(Data items)
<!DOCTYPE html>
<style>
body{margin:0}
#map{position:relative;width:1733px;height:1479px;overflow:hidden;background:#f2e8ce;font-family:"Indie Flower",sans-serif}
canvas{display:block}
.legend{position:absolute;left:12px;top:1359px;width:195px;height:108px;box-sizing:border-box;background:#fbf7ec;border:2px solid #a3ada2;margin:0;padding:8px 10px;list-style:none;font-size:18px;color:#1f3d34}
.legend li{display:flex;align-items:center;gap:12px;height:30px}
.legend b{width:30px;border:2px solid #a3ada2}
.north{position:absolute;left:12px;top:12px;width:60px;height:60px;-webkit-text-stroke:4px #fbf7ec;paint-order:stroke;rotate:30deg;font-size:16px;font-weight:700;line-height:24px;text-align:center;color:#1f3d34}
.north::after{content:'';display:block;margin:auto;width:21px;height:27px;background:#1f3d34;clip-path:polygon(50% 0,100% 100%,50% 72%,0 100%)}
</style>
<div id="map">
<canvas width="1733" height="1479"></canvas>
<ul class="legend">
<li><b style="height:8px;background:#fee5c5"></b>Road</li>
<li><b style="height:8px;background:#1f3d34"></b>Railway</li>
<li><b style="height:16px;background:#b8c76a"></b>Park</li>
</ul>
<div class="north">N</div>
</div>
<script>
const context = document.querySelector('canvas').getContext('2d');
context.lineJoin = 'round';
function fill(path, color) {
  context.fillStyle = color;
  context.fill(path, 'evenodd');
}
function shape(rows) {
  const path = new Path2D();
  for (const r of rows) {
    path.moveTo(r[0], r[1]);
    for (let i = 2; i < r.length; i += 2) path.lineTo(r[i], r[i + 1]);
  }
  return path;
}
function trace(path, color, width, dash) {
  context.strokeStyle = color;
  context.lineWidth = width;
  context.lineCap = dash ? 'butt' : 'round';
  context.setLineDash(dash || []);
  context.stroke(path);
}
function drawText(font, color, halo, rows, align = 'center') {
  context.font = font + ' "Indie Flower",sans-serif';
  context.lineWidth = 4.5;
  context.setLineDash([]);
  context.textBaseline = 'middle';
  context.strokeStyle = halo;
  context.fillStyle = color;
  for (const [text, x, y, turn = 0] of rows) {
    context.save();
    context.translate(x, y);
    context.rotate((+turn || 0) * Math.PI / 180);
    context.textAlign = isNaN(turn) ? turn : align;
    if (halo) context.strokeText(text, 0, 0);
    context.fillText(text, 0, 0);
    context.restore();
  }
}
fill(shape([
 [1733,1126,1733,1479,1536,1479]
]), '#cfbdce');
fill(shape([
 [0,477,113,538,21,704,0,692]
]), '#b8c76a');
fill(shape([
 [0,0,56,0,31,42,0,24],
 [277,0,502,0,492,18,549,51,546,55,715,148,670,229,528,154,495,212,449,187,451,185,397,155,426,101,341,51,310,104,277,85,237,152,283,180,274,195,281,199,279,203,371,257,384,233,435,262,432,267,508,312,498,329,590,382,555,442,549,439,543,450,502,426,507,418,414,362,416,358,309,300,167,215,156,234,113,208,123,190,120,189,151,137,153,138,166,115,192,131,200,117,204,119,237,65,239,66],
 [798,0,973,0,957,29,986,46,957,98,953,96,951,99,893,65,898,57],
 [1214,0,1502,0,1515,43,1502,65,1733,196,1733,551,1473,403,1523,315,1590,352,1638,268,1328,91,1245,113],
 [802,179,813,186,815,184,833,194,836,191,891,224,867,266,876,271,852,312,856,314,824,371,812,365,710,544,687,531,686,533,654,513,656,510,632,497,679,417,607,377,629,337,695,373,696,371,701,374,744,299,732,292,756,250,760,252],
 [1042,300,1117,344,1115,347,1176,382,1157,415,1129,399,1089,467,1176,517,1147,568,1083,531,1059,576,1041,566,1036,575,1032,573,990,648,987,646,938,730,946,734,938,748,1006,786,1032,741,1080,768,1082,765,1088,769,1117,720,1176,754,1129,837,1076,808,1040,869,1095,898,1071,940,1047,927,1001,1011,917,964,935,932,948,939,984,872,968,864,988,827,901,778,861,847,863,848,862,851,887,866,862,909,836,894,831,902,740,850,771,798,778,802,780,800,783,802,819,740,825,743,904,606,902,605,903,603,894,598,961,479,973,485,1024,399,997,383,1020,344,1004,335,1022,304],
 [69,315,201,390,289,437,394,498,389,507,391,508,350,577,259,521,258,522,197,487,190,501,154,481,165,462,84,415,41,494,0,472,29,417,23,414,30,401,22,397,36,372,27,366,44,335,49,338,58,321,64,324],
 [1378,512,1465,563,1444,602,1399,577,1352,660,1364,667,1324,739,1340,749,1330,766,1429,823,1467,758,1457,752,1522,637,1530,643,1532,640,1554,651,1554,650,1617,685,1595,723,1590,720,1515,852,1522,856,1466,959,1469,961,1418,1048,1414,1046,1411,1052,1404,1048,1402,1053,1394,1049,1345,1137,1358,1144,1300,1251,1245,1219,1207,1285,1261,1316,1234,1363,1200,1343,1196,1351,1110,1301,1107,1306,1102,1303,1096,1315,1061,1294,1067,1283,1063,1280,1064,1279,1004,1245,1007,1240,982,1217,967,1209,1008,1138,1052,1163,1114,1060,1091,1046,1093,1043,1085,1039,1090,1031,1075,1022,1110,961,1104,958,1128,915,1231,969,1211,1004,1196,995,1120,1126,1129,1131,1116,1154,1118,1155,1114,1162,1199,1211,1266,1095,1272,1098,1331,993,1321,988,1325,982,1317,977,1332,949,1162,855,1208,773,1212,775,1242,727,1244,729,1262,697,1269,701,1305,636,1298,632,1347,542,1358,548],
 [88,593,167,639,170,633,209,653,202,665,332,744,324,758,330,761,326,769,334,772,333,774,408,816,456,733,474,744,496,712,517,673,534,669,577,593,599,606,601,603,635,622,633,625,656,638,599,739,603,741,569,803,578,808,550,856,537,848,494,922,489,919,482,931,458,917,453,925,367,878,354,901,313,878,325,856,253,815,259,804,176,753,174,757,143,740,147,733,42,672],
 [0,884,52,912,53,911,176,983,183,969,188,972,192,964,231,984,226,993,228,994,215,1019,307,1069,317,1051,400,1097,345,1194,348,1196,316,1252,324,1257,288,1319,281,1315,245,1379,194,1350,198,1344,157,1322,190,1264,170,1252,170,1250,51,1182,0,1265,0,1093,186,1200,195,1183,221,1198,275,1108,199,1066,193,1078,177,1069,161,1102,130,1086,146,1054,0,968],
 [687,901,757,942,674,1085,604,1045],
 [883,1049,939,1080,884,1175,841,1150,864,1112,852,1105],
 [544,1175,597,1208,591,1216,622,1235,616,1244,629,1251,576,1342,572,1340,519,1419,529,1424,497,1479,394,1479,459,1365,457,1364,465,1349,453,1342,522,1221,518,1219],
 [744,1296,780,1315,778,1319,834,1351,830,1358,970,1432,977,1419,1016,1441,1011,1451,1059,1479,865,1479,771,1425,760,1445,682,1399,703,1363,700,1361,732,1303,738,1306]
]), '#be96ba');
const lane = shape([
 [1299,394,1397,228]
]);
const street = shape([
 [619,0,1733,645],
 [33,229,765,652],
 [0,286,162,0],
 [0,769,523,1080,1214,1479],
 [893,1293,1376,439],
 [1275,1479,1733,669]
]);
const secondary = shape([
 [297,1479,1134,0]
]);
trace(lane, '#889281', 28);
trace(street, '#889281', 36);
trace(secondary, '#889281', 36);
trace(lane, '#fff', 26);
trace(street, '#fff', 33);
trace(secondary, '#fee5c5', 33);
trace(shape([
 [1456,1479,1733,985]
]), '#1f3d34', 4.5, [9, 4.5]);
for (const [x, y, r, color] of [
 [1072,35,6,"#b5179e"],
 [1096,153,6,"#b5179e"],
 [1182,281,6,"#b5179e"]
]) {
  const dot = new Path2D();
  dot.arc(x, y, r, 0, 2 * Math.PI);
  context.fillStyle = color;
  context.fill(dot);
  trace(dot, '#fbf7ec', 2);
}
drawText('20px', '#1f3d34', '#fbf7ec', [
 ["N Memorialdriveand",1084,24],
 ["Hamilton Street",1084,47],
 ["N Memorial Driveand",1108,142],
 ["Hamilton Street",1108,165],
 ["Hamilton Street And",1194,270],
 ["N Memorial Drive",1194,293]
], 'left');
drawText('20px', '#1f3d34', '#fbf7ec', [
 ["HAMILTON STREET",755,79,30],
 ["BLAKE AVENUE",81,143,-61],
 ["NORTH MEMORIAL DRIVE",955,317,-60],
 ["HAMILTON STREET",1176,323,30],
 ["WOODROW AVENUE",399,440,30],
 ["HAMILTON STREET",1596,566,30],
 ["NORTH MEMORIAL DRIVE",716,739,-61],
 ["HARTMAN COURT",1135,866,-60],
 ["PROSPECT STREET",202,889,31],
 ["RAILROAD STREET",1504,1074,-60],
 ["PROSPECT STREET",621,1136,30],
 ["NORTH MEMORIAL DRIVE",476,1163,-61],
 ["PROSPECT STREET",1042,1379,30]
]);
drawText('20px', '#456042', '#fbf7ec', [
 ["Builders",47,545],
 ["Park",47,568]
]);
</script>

## EXERCISE DETAILS
Pull every line with the string "margin" from the data above.

## EXPECTED OUTPUT
body{margin:0}
.legend{position:absolute;left:12px;top:1359px;width:195px;height:108px;box-sizing:border-box;background:#fbf7ec;border:2px solid #a3ada2;margin:0;padding:8px 10px;list-style:none;font-size:18px;color:#1f3d34}
.north::after{content:'';display:block;margin:auto;width:21px;height:27px;background:#1f3d34;clip-path:polygon(50% 0,100% 100%,50% 72%,0 100%)}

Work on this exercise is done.